Impeccable. I have been reading these stories for weeks now, and I finally finished them tonight. As I read I tried to think about what kind of holistic picture Cheever was creating; what this body of work (representing more than thirty years of a writing life) was conveying. The quick answer, boiled down to a near-cliche, is "suburban angst." There was plenty of that (men in desperate affairs with their neighbors' wives; women crying out for a life beyond the kitchen and the nursery; the patter of conversation waiting for the morning train; the alcohol-soaked evenings) and I loved it. Many of his stories took place on a few streets in the Manhattan suburb of Shady Hill, featuring a familiar litany of family names ("The Farquarsons, the Beardens, the Bentleys...").

The greater thing, though, was his portrayal of universal emotions in such a specific time and place. At our present cultural moment the domestic life of the 1950s is treated with a knowing wink and nod, but Cheever won't let you escape with that kind of pat analysis. His characters are the same tangled mess of contradictions, jealousies, desires, aspirations, and disappointments that we are today. This book made me think of my grandparents and their young adulthoods. Although at times Cheever veered into the coldness and near-irony of "Revolutionary Road," over the course of this volume he was able to flesh out something richer, more alive, more true.

I can't imagine what it's like, as a writer, to have thirty years of work in one fat, proud volume.
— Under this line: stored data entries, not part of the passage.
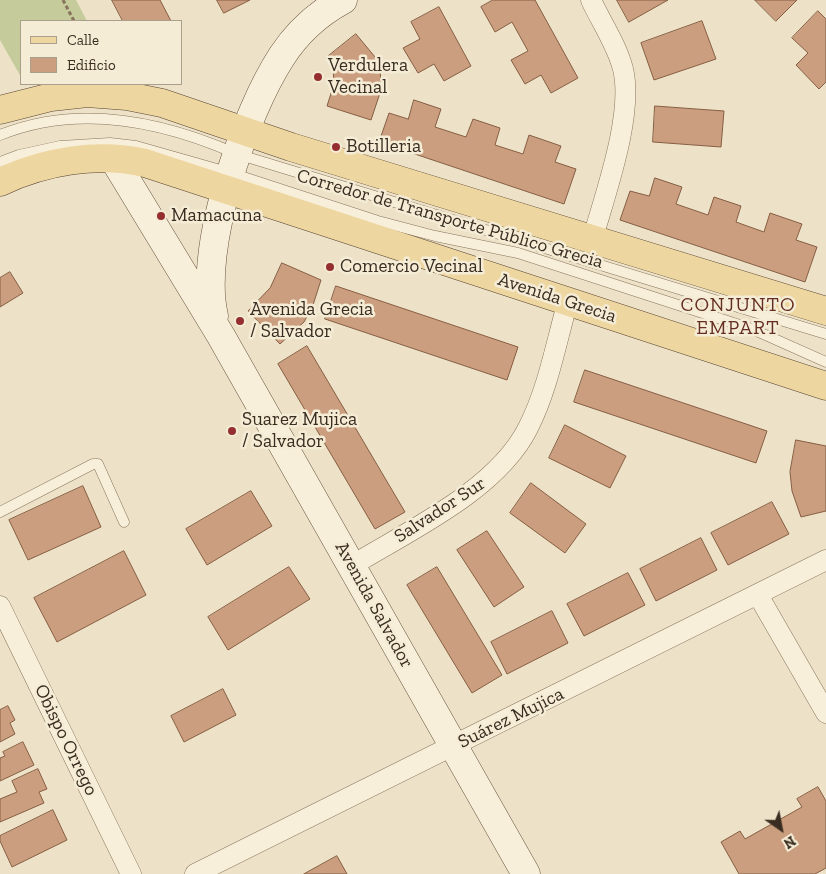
<!DOCTYPE html>
<meta charset="utf-8">
<style>
body{margin:0}
#map{position:relative;width:826px;height:874px;overflow:hidden;background:#ede2c7;font-family:"Zilla Slab",serif}
canvas{display:block}
.legend{position:absolute;left:20px;top:20px;width:162px;height:65px;box-sizing:border-box;background:#f5ecd6;border:1px solid #aa9f8d;margin:0;padding:6px 9px;list-style:none;font-size:15px;color:#392c20}
.legend li{display:flex;align-items:center;gap:10px;height:25px}
.legend b{width:25px;border:1px solid #aa9f8d}
.north{position:absolute;left:756px;top:804px;width:50px;height:50px;-webkit-text-stroke:4px #f5ecd6;paint-order:stroke;rotate:147deg;font-size:14px;font-weight:700;line-height:20px;text-align:center;color:#392c20}
.north::after{content:'';display:block;margin:auto;width:18px;height:22px;background:#392c20;clip-path:polygon(50% 0,100% 100%,50% 72%,0 100%)}
</style>
<div id="map">
<canvas width="826" height="874"></canvas>
<ul class="legend">
<li><b style="height:6px;background:#eed6a0"></b>Calle</li>
<li><b style="height:14px;background:#ca9e7e"></b>Edificio</li>
</ul>
<div class="north">N</div>
</div>
<script>
const g = document.querySelector('canvas').getContext('2d');
g.lineJoin = 'round';
function paint(path, color) { g.fillStyle = color; g.fill(path, 'evenodd'); }
function trace(path, color, width, dash) { g.strokeStyle = color; g.lineWidth = width; g.lineCap = dash ? 'butt' : 'round'; g.setLineDash(dash || []); g.stroke(path); }
function write(font, color, halo, rows, align = 'center') {
  g.font = font + ' "Zilla Slab",serif'; g.lineWidth = 5; g.setLineDash([]); g.textBaseline = 'middle'; g.strokeStyle = halo; g.fillStyle = color; for (const [text, x, y, turn = 0] of rows) {
    g.save(); g.translate(x, y); g.rotate((+turn || 0) * Math.PI / 180); g.textAlign = isNaN(turn) ? turn : align; if (halo) g.strokeText(text, 0, 0); g.fillText(text, 0, 0); g.restore();
  }
}
const green = new Path2D(`
 M0,0H76L87,21H21V77L0,40Z`);
const building = new Path2D(`
 M112,0H160L171,21H123Z
 M217,0H250L224,13Z
 M493,0H535L578,78L551,93L541,75L525,84L511,60L528,51L512,22L495,32L481,7Z
 M617,0H668L629,22Z
 M755,0H797L776,21Z
 M439,7L471,66L444,81L434,64L418,73L403,48L420,39L411,22Z
 M818,11L826,19V82L819,89L796,65L808,53L792,38Z
 M702,21L716,59L654,80L641,43Z
 M356,34L380,63L381,90L371,120L327,106L334,84L333,67L326,58Z
 M414,100L441,109L435,127L466,137L473,119L500,128L495,145L523,154L529,135L561,146L555,162L576,169L564,204L379,142L389,113L408,119Z
 M655,106L724,111L721,147L653,142Z
 M655,178L682,187L676,204L708,215L714,197L741,206L736,222L764,232L770,213L802,224L796,240L817,247L805,282L620,220L630,191L649,196Z
 M282,263L321,280L313,305L304,322L280,344L248,311L270,288Z
 M10,272L23,293L0,307V278Z
 M336,286L518,347L507,380L325,319Z
 M307,346L405,512L375,529L278,364Z
 M585,370L767,431L756,463L574,402Z
 M565,425L626,456L610,488L549,458Z
 M796,440L826,446V511L801,517L792,491L790,472Z
 M531,483L586,524L565,553L510,513Z
 M83,486L101,527L28,560L9,520Z
 M251,491L272,526L207,565L186,529Z
 M772,502L789,534L728,565L711,533Z
 M487,531L524,587L494,607L457,550Z
 M701,538L717,570L656,601L640,569Z
 M124,551L146,595L57,642L34,598Z
 M289,567L310,599L228,650L208,617Z
 M437,567L502,675L472,693L407,585Z
 M628,573L645,605L584,636L567,604Z
 M552,611L568,643L507,674L491,642Z
 M223,689L236,715L184,742L171,716Z
 M8,706L15,720L10,723L15,734L0,742V710Z
 M23,742L34,765L0,781V758L5,756L3,752Z
 M38,769L47,789L39,792L44,803L0,822V799L17,792L12,781Z
 M818,787L826,801V868L815,874H739L721,842L740,831L745,839L802,807L797,799Z
 M53,810L67,840L12,867L0,841V836Z
 M337,856L347,874H304Z`);
const path = new Path2D(`
 M63,0L74,21`);
const service = new Path2D(`
 M0,135C79,103 162,121 237,154L826,334
 M0,162L19,155L60,146L110,143L136,146L231,173L378,221L435,236L518,253L752,329L826,362
 M0,512L93,464H98L124,522`);
const minor = new Path2D(`
 M591,0C601,22 617,45 623,69C634,115 605,194 592,241
 M351,566C410,530 497,490 528,428C548,389 556,343 568,301
 M758,595L826,713
 M0,606L131,874
 M195,874L826,560`);
const secondary = new Path2D(`
 M113,158L221,336L526,874
 M214,316C198,249 244,114 282,56C297,33 319,13 343,0`);
const primary = new Path2D(`
 M0,110L51,97L87,93L127,96L162,103L291,147L826,311
 M0,182C45,161 97,152 145,163L826,386`);
const markers = [
 [318,77,5,"#952f2f"],
 [336,147,5,"#952f2f"],
 [161,216,5,"#952f2f"],
 [330,267,5,"#952f2f"],
 [240,321,5,"#952f2f"],
 [232,431,5,"#952f2f"]
];
const poiNames = [
 ["Verdulera",328,66],
 ["Vecinal",328,88],
 ["Botilleria",346,147],
 ["Mamacuna",171,216],
 ["Comercio Vecinal",340,267],
 ["Avenida Grecia",250,310],
 ["/ Salvador",250,332],
 ["Suarez Mujica",242,420],
 ["/ Salvador",242,442]
];
const streetNames = [
 ["Corredor de Transporte Público Grecia",450,219,16],
 ["Avenida Grecia",557,298,18],
 ["Salvador Sur",440,510,-33],
 ["Avenida Salvador",374,605,61],
 ["Suárez Mujica",511,718,-26],
 ["Obispo Orrego",66,740,64]
];
const neighbourhoodNames = [
 ["CONJUNTO",738,305],
 ["EMPART",738,328]
];
paint(green, '#c5cb9b');
paint(building, '#ca9e7e');
trace(building, '#865e43', 1);
trace(service, '#88745d', 11);
trace(minor, '#88745d', 21);
trace(secondary, '#6a5540', 29);
trace(primary, '#564230', 29);
trace(path, '#88745d', 3, [4, 2.5]);
trace(service, '#f8efda', 10);
trace(minor, '#f8efda', 20);
trace(secondary, '#f8efda', 28);
trace(primary, '#eed6a0', 28);
for (const [x, y, r, color] of markers) { const dot = new Path2D(); dot.arc(x, y, r, 0, 2 * Math.PI); g.fillStyle = color; g.fill(dot); trace(dot, '#f5ecd6', 2); }
write('19px', '#392c20', '#f5ecd6', poiNames, 'left');
write('19px', '#392c20', '#f5ecd6', streetNames);
g.letterSpacing = '1px';
write('20px', '#642f21', '#f5ecd6', neighbourhoodNames);
g.letterSpacing = '0px';
</script>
I wished I could have known when each of the stories were written, for a better sense of context. Appearing chronologically, the first half of the book seemed stronger to me. The stories were set in New York apartment buildings with elevator men and servants' entrances, and then moved to the post-war utopia of Shady Hill. In the last section of the book, Cheever the technician was in full force, with stories frequently set in Italy, with disarmingly explicit sex and unmannered cursing -- it was a shock. It seemed as though Cheever's moment had passed, and that he knew as much.
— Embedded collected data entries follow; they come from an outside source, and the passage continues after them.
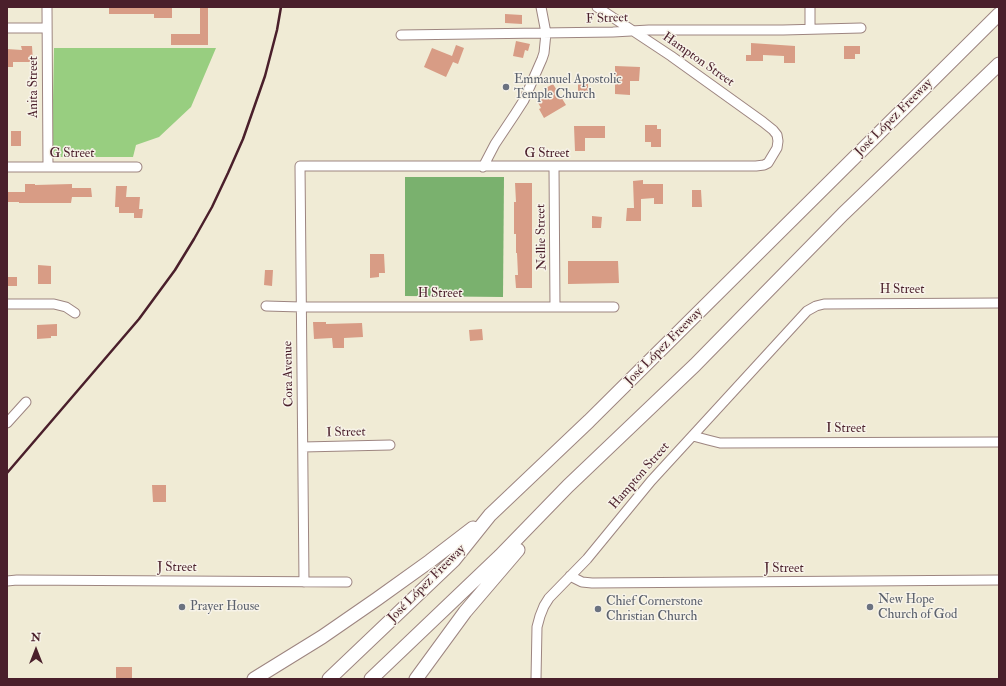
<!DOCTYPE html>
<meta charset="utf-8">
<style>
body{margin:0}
#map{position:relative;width:1006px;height:686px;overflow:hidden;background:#f0ebd5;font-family:"IM FELL Double Pica",serif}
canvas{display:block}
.frame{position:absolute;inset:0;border:8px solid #4a1f2b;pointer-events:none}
.north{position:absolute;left:16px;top:630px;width:40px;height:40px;-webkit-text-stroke:3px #f7f3e8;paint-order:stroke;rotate:0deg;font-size:11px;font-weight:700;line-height:16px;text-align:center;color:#4a1f2b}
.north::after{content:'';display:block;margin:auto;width:14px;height:18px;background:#4a1f2b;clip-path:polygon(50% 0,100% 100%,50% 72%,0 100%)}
</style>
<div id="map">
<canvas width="1006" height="686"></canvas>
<div class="frame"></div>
<div class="north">N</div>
</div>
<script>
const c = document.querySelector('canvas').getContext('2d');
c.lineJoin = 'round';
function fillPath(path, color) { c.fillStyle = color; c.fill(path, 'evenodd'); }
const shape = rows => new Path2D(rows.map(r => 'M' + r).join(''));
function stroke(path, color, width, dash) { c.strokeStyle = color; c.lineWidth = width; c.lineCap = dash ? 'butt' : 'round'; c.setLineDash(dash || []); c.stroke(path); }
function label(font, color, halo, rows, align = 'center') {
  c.font = font + ' "IM FELL Double Pica",serif'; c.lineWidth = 3; c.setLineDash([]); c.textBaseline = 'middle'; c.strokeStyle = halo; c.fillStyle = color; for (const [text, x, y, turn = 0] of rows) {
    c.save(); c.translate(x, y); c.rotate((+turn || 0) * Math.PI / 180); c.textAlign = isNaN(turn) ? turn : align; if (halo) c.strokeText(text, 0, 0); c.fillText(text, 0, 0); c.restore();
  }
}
fillPath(shape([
 [54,48,216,48,191,107,159,137,136,145,133,157,54,157,52,153]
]), '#98ce80');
fillPath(shape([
 [405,177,504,177,503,297,405,296]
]), '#7ab16e');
fillPath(shape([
 [109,7,172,7,172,18,154,18,154,14,109,14],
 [200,7,208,7,208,45,171,45,171,34,200,34],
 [505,14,522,15,522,24,505,23],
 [516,41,530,44,528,51,525,50,523,58,513,56],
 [751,43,795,46,795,63,784,63,784,56,763,55,763,61,746,61,746,55,751,55],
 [456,45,464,48,458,64,453,62,446,77,424,67,432,48,452,56],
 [21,46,32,46,33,62,13,62,13,67,7,67,7,49,22,50],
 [844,46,860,46,860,54,855,54,855,59,844,59],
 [615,66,640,67,639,81,630,81,630,95,615,94],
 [578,81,588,81,588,91,578,91],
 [553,84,566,105,544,118,539,109,541,108,537,101,548,95,544,89],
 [645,125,657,125,657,129,661,129,661,147,651,147,651,142,645,142],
 [574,126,605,126,605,138,585,138,585,151,575,151],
 [11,131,21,131,21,146,11,146],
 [643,180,643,184,663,184,663,204,654,204,654,198,641,199,641,221,626,221,627,208,634,208,633,181],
 [515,183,532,183,532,288,516,288,515,275,518,275,517,253,516,253,516,234,514,234,514,202,516,202],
 [25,184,35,184,35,185,72,184,72,188,91,188,92,197,72,197,71,203,19,203,19,202,7,202,7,192,25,192],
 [116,186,127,186,126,197,140,197,139,209,143,209,142,218,134,218,134,213,119,213,119,207,115,207],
 [692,190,701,190,702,207,692,207],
 [592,216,602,217,601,228,592,228],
 [370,254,384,254,385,273,379,273,379,277,370,278],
 [568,261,618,261,619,283,568,284],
 [38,265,51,266,51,284,38,284],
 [265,270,273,270,272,286,264,285],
 [7,277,17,277,17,286,7,286],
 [313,322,326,322,326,324,362,323,363,337,344,338,344,348,333,348,332,338,314,339],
 [57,324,57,336,51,336,51,338,37,339,37,325],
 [482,329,483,340,470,341,469,330],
 [152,485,166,485,166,502,153,502],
 [116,667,132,667,132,679,116,679]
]), '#d89c85');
const minor = shape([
 [47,7,48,167],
 [810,7,810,29],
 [7,28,47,28],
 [401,35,613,32,649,30,783,30,861,28],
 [7,167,137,167],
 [483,167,495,144,515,114,524,100,542,59,544,53,546,33,541,7],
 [554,167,555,307],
 [7,304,54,304,66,307,75,313],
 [266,306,301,307,614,307],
 [7,423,26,402],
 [693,436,708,440,720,443,999,442],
 [303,447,390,445],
 [570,576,582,582,592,583,999,580],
 [7,581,17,580,347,582],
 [304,582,300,166,756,166,764,165,768,163,777,148,778,141,777,135,773,130,763,122,671,56,597,7],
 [536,679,537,627,540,616,544,606,549,598,587,559,651,481,807,311,816,306,824,304,999,303]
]);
const highway = shape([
 [254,679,322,637,377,599,430,561,473,528],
 [329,679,454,560,490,515,589,421,999,14],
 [371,679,500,556,568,486,695,365,843,214,999,64],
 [416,679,465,612,518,550]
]);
stroke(minor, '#9d8580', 11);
stroke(highway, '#9d8580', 15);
stroke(minor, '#fff', 9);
stroke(highway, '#fff', 13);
stroke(shape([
 [7,473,139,319,175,270,194,239,212,207,228,173,243,139,265,76,277,30,281,7]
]), '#4a1f2b', 2.5);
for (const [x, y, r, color] of [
 [506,87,4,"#6b7280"],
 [182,607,4,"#6b7280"],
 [870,607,4,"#6b7280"],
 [598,609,4,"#6b7280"]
]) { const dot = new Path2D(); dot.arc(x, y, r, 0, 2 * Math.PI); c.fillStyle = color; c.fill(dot); stroke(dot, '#f7f3e8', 1.5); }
label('13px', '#4a1f2b', '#f7f3e8', [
 ["F Street",607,19,-2],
 ["Hampton Street",698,60,35],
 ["Anita Street",34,87,-90],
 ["José López Freeway",894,118,-45],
 ["G Street",72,154],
 ["G Street",547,154],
 ["Nellie Street",542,237,-91],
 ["H Street",902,290],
 ["H Street",440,294],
 ["José López Freeway",664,347,-45],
 ["Cora Avenue",289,374,-91],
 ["I Street",846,429],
 ["I Street",346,433,-1],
 ["Hampton Street",640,476,-49],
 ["J Street",177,568],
 ["J Street",784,569],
 ["José López Freeway",427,584,-45]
]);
label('13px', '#5b616d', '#f7f3e8', [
 ["Emmanuel Apostolic",514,80],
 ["Temple Church",514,95],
 ["New Hope",878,600],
 ["Church of God",878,615],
 ["Chief Cornerstone",606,602],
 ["Christian Church",606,617],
 ["Prayer House",190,607]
], 'left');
</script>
I was tempted to devour this book, but I tried to pause between each story, to take a moment to consider it as its own independent thing, before diving in to the next. Individually, these stories are impeccable and beautifully written and jarringly true; collectively, they are miraculous -- dozens of voices crying out for something more or something genuine, cacophonous yet harmonious. I really loved this book. Cheever was the genesis.